Exercise description
Leaving the pictures aside, reproduce the data in full and word for word.

Records section start

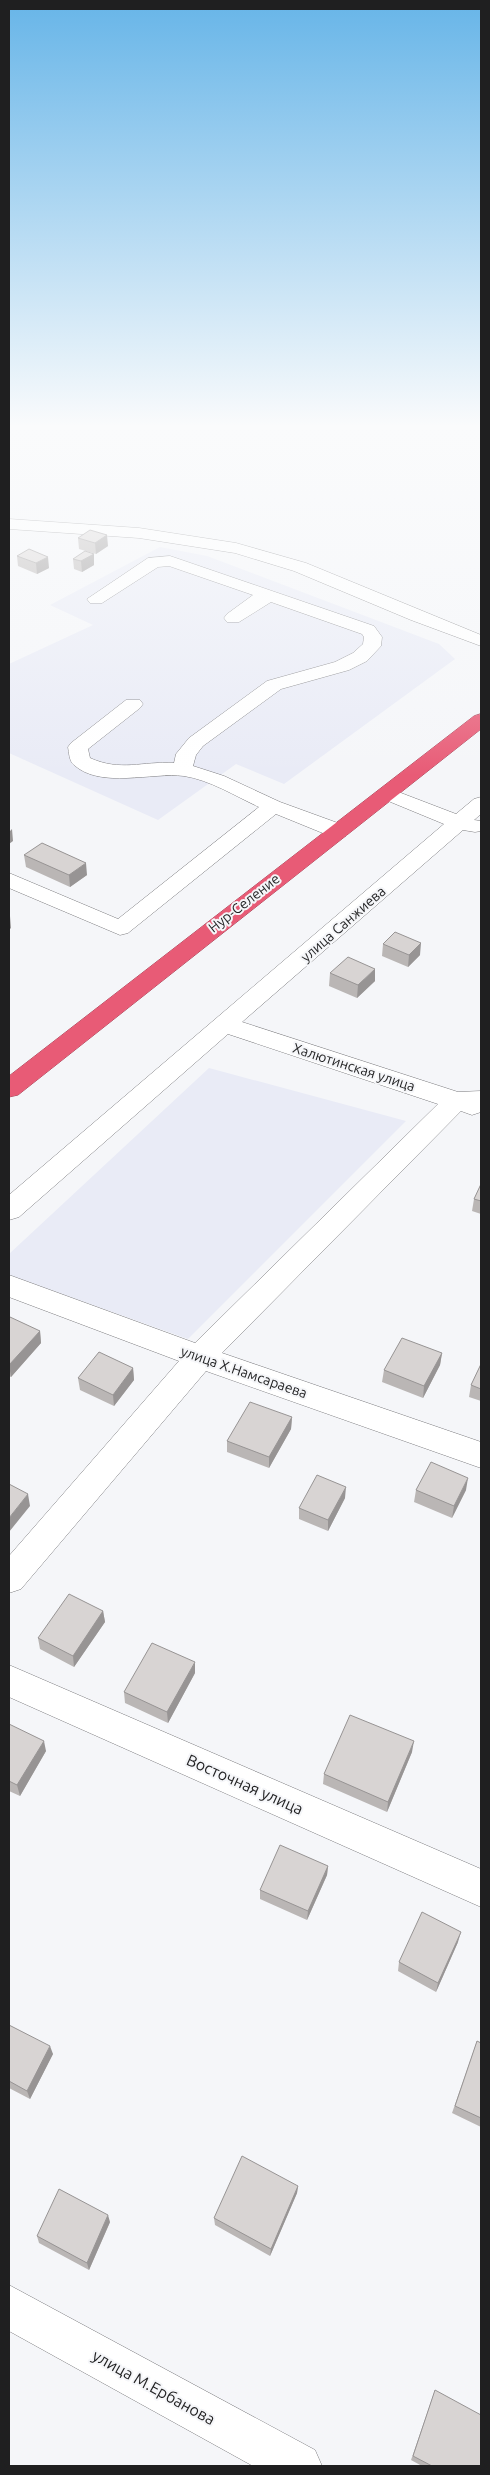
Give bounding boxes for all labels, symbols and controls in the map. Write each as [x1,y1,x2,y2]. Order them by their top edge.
street label: Нур-Селение [205,870,283,936]
street label: улица Санжиева [297,883,389,965]
street label: Халютинская улица [291,1040,417,1094]
street label: улица Х.Намсараева [179,1343,309,1401]
street label: Восточная улица [184,1750,306,1818]
street label: улица М.Ербанова [90,2346,218,2428]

Records section end

Task answer
Give bounding boxes for all labels, symbols and controls in the map. Write each as [x1,y1,x2,y2]. Order them by their top edge.
street label: Нур-Селение [205,870,283,936]
street label: улица Санжиева [297,883,389,965]
street label: Халютинская улица [291,1040,417,1094]
street label: улица Х.Намсараева [179,1343,309,1401]
street label: Восточная улица [184,1750,306,1818]
street label: улица М.Ербанова [90,2346,218,2428]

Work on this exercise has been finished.